(Saved entries)
********
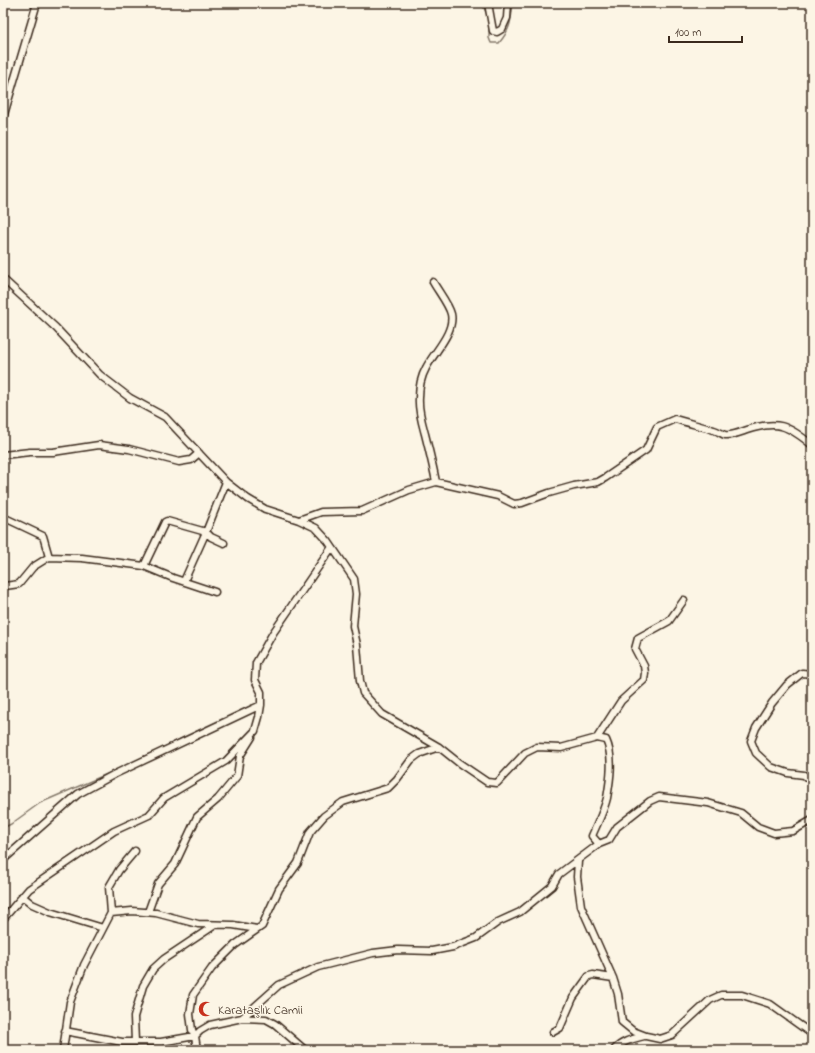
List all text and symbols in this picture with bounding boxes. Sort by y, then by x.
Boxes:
scale bar [669,18,742,44]
text: 100 m [675,24,702,42]
mosque icon: Karataşlık Camii [197,1000,215,1018]
place label: Karataşlık Camii [218,1001,303,1020]

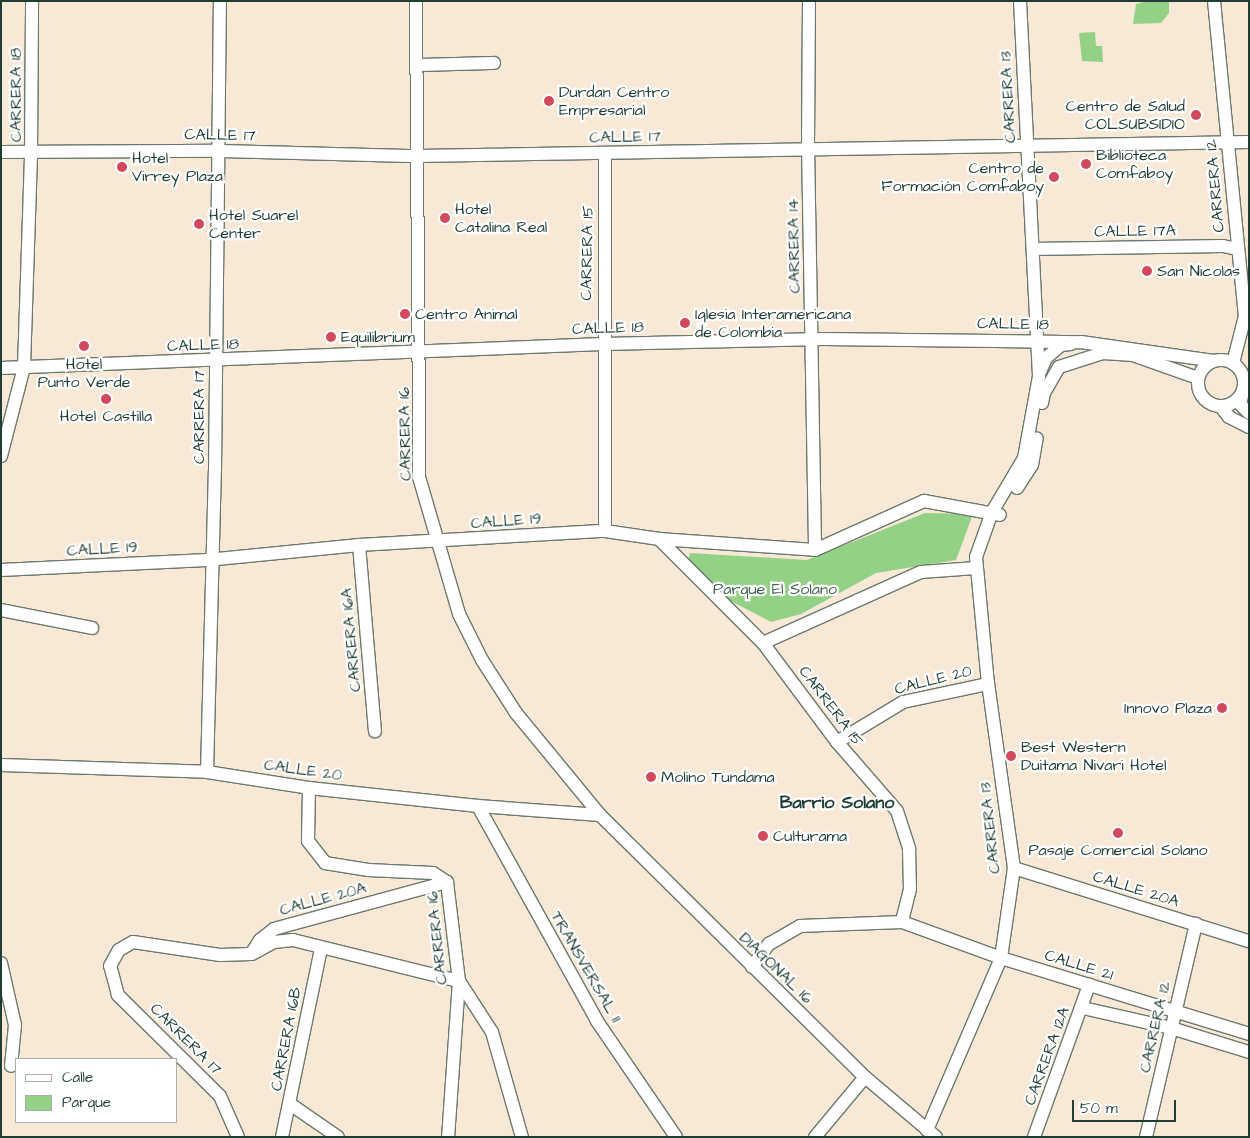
********
• _Exercise brief_: Give back the data exactly. Skip any images.

• _Solution to the exercise_:
List all text and symbols in this picture with bounding boxes. Sort by y, then by x.
Boxes:
scale bar [669,18,742,44]
text: 100 m [675,24,702,42]
mosque icon: Karataşlık Camii [197,1000,215,1018]
place label: Karataşlık Camii [218,1001,303,1020]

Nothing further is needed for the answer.